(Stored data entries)
※

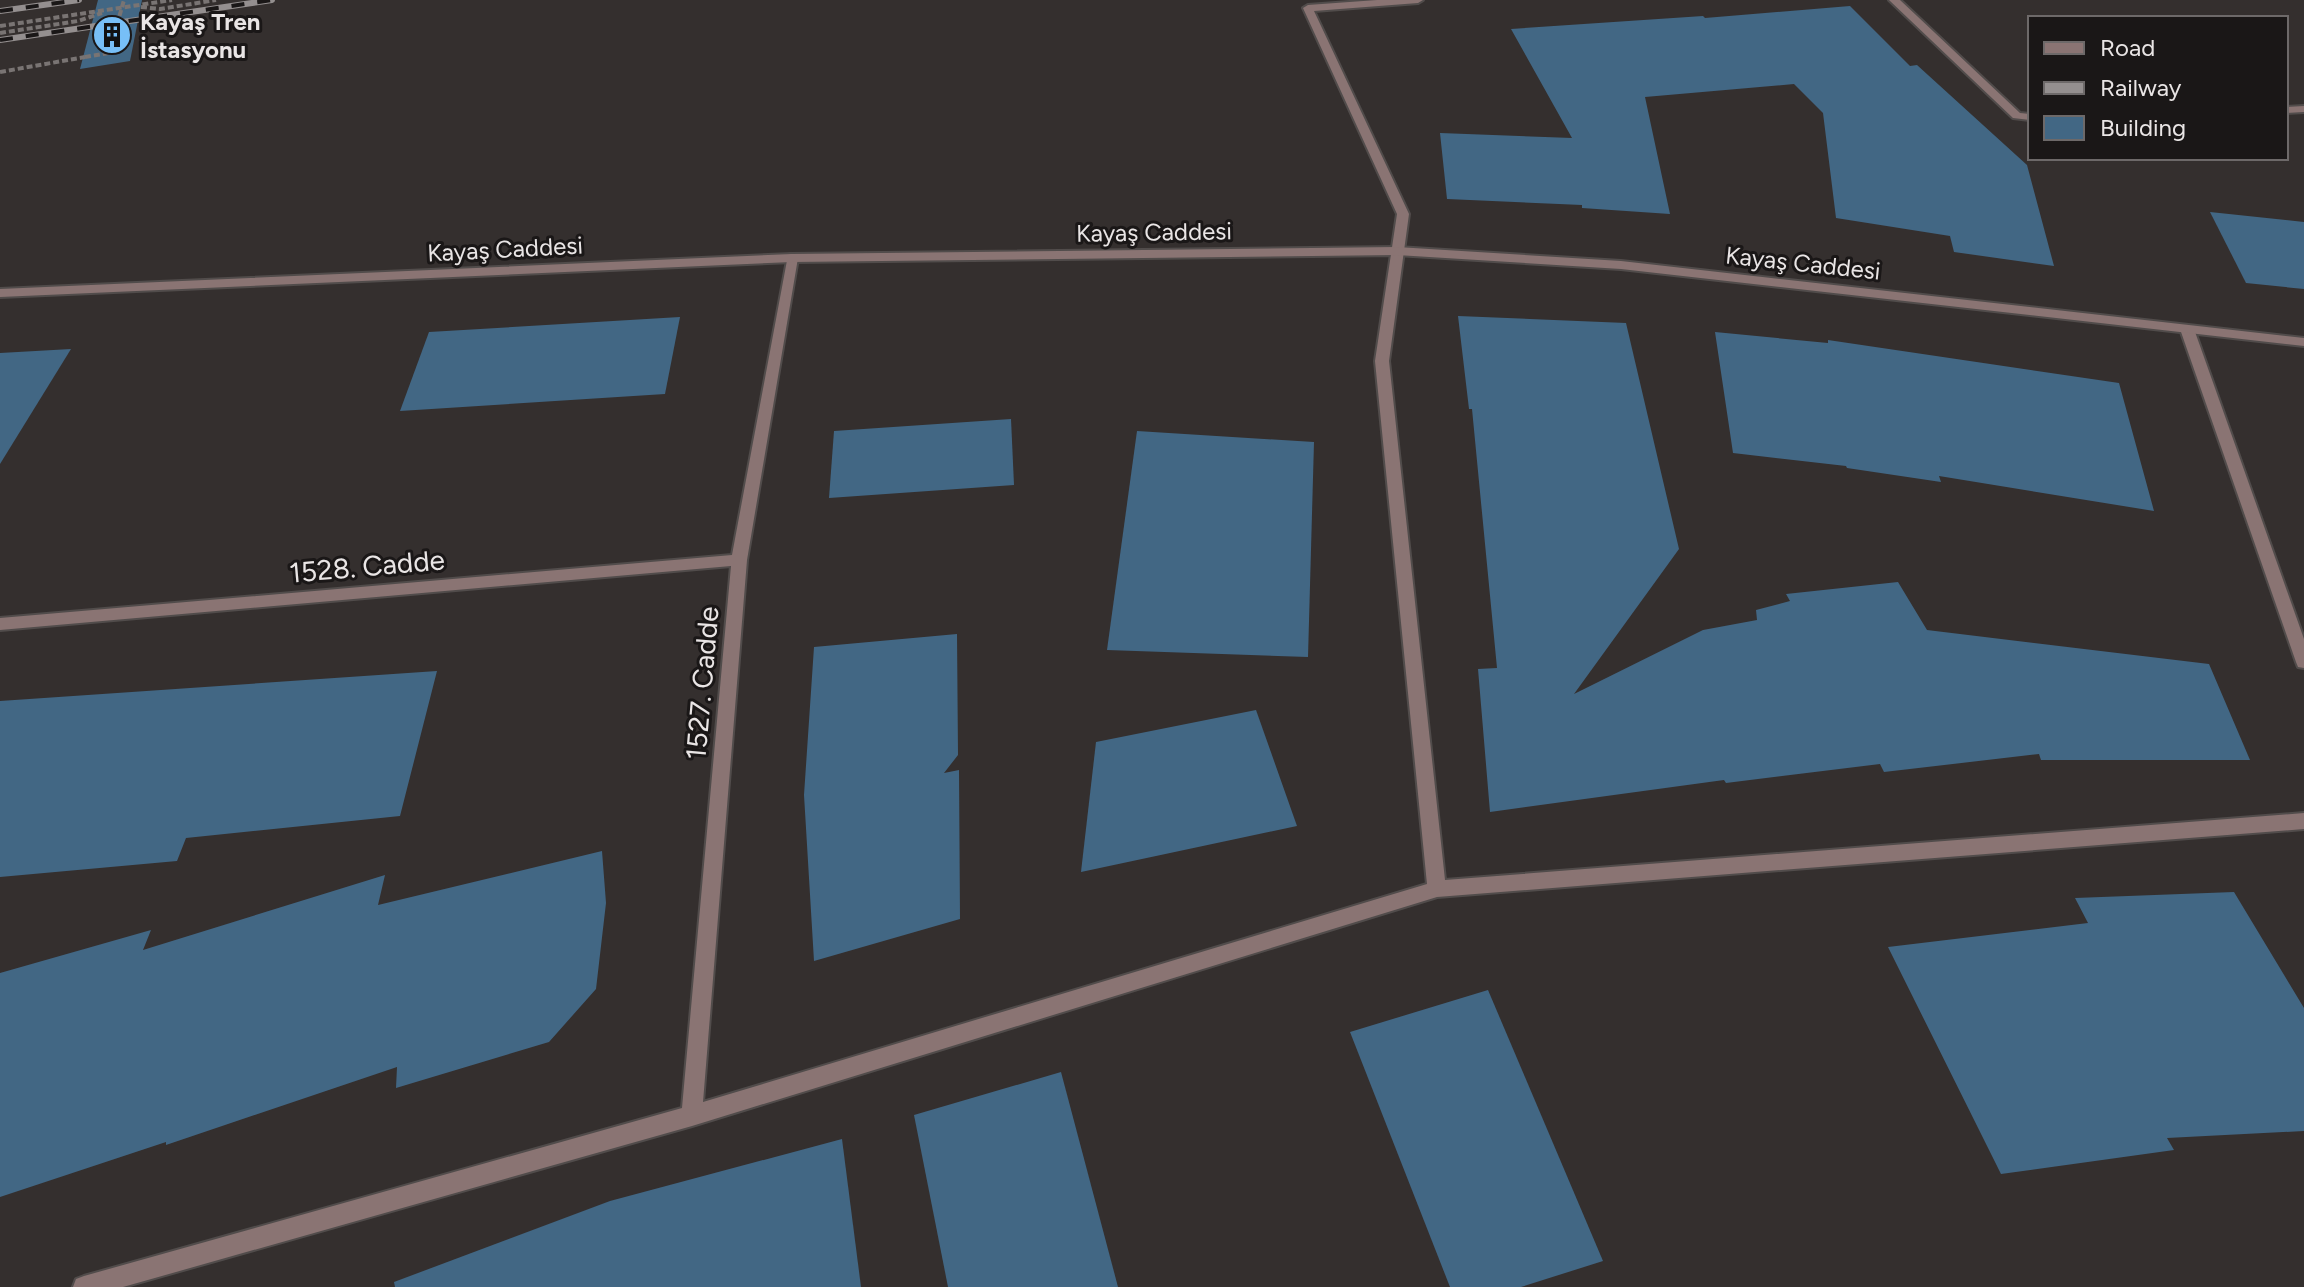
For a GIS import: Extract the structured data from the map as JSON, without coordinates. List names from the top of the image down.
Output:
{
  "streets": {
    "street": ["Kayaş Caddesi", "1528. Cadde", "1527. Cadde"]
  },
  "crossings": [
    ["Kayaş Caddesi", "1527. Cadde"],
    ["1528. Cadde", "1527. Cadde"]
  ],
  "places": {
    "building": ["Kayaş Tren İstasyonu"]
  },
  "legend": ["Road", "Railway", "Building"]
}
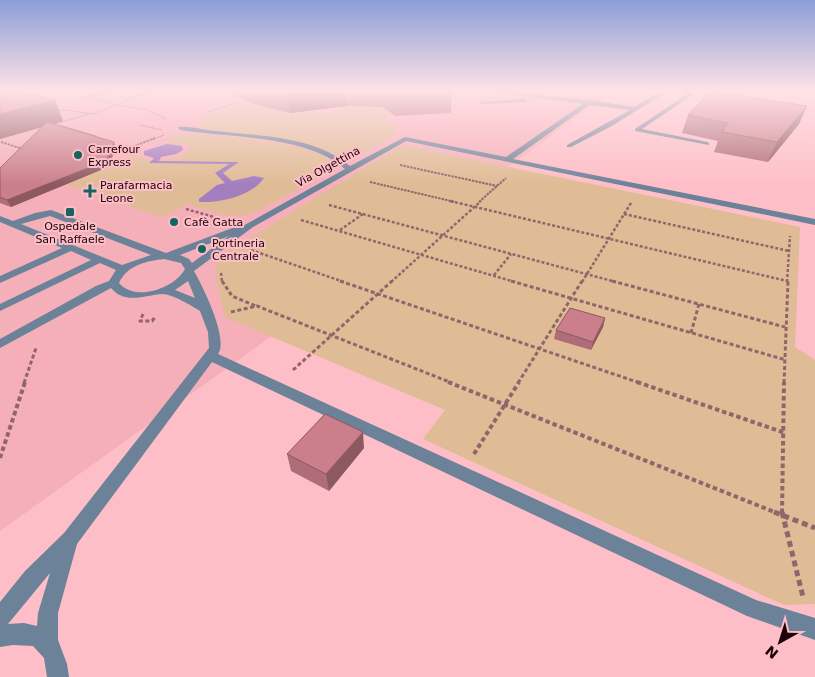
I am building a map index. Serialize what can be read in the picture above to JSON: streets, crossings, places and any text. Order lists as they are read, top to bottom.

※

(Action item) For the word "JSON", show every line of the entries that holds it.

(Answer section)
For a GIS import: Extract the structured data from the map as JSON, without coordinates. List names from the top of the image down.
I am building a map index. Serialize what can be read in the picture above to JSON: streets, crossings, places and any text. Order lists as they are read, top to bottom.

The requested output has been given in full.